(Records excerpted from a collection)
+++

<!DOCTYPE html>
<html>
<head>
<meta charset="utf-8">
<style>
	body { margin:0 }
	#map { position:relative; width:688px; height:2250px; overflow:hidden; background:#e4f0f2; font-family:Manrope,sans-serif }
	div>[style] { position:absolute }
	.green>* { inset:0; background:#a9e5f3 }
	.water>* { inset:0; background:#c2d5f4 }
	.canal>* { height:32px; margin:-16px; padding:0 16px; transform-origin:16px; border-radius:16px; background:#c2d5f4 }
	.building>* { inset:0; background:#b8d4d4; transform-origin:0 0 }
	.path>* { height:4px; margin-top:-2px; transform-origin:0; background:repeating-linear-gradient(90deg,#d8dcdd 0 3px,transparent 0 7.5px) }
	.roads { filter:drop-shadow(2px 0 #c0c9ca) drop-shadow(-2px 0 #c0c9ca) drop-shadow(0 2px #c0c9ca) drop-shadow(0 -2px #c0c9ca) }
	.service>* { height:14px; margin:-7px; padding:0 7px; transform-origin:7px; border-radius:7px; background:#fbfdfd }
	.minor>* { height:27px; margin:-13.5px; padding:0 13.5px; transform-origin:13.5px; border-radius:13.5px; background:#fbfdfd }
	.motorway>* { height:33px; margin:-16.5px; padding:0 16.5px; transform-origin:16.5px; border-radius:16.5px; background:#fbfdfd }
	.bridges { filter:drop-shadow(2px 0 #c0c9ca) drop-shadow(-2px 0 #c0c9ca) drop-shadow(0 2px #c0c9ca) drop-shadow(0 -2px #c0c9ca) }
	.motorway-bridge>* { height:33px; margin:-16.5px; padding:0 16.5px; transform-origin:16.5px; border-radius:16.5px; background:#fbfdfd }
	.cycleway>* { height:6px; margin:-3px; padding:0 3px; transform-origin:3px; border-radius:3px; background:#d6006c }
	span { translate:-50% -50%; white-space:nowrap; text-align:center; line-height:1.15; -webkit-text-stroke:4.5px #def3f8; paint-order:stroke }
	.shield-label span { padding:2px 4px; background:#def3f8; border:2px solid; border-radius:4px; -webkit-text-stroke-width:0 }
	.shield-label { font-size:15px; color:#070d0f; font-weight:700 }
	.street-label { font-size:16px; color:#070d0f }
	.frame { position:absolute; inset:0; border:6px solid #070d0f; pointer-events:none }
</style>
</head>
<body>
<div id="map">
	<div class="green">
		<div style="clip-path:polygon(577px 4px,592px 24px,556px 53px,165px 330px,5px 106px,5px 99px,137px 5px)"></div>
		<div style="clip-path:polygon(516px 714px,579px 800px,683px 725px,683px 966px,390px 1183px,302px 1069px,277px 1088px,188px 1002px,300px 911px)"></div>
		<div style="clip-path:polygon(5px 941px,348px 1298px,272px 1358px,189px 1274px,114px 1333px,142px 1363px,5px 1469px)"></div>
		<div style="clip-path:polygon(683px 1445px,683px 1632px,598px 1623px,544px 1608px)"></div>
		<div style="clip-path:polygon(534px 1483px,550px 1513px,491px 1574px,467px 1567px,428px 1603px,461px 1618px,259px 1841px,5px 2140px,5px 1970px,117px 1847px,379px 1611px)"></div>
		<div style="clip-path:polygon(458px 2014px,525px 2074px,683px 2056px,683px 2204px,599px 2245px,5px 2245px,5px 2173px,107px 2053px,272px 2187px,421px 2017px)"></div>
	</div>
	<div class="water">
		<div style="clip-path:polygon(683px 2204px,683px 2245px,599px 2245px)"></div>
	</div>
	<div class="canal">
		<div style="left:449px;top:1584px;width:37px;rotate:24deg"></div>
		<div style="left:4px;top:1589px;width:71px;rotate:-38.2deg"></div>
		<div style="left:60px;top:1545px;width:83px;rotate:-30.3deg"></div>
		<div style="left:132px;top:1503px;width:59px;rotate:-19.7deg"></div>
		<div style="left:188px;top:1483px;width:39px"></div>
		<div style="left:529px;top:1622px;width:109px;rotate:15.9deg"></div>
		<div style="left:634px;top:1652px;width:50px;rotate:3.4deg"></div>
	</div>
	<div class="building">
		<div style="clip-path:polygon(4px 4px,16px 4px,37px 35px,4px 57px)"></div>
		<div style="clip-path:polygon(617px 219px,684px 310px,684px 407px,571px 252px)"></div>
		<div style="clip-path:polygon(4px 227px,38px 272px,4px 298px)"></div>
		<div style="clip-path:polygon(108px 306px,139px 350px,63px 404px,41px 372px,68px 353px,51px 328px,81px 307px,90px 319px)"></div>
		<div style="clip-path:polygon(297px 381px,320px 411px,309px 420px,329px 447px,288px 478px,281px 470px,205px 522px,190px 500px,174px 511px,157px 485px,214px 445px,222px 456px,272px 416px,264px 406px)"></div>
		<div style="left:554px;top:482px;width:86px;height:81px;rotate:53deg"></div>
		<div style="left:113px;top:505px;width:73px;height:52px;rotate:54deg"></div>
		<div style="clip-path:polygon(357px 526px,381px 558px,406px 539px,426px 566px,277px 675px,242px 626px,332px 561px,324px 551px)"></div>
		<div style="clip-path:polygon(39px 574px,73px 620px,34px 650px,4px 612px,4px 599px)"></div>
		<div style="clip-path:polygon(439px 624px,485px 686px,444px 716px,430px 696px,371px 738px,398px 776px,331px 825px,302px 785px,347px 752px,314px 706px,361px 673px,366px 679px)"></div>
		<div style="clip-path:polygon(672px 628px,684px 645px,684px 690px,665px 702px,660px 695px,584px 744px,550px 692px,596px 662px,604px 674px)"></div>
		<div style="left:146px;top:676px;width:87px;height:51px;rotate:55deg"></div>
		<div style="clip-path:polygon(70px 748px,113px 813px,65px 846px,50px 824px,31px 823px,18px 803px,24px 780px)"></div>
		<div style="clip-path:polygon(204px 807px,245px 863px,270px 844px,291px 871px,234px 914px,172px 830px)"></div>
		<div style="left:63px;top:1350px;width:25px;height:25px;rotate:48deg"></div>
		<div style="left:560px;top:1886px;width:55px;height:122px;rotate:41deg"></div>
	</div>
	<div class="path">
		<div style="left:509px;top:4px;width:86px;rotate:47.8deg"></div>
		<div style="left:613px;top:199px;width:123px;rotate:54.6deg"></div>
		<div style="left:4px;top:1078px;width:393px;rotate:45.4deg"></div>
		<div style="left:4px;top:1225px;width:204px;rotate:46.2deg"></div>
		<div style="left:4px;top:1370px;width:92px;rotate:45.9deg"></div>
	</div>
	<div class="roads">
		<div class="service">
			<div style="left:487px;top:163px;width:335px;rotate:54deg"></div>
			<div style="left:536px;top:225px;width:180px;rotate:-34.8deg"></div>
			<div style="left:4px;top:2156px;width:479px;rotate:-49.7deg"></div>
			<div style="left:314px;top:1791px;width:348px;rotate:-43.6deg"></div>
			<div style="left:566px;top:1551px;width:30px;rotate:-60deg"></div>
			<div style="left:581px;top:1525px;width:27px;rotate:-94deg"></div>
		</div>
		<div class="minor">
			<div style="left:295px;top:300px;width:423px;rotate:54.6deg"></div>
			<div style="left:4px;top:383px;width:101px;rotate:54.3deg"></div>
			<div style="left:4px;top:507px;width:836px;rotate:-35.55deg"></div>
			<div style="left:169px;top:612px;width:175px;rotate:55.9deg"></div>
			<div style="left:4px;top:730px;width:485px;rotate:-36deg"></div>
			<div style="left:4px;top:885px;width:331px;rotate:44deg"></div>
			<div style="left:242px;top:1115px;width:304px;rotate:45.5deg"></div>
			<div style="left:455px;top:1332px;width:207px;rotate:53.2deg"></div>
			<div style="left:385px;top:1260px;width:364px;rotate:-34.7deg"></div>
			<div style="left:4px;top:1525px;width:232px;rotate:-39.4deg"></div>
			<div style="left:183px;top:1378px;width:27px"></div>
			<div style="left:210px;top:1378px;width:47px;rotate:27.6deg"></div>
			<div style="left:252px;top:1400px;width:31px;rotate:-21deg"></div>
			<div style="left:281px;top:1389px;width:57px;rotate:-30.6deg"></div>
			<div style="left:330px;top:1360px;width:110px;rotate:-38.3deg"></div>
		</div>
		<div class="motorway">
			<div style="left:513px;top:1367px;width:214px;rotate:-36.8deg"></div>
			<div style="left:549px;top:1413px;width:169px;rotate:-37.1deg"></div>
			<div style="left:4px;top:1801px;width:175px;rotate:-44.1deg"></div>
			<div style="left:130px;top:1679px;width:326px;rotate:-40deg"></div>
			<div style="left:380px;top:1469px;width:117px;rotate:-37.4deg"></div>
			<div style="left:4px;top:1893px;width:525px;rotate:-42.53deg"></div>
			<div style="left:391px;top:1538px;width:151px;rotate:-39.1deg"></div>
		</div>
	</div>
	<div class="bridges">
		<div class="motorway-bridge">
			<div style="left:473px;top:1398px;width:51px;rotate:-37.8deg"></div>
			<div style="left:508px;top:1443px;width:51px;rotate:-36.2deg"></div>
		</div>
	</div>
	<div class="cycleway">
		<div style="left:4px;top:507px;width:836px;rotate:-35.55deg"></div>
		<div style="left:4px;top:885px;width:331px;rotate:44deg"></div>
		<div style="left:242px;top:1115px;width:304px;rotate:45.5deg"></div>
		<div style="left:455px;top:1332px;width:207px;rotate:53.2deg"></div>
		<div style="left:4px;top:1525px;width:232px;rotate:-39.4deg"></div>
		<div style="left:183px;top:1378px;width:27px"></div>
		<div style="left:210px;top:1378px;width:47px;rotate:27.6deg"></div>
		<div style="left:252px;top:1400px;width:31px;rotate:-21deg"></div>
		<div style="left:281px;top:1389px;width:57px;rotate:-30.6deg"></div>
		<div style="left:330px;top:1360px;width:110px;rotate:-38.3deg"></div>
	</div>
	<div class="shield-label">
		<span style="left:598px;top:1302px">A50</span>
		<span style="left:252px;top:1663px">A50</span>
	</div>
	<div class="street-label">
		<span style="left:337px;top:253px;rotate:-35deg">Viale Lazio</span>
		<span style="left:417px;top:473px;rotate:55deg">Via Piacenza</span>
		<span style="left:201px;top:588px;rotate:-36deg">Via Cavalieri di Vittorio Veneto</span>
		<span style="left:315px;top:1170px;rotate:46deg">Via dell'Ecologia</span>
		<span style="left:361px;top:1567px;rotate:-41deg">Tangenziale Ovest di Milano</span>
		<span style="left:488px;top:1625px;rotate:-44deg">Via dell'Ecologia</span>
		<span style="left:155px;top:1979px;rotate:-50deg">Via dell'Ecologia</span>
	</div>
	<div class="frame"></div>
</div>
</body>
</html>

+++

→ EXERCISE INSTRUCTIONS
Could you say how many lines of the entries contain the string "bridges"? Only the number should be given.

→ ANSWER FOR THE TASK
2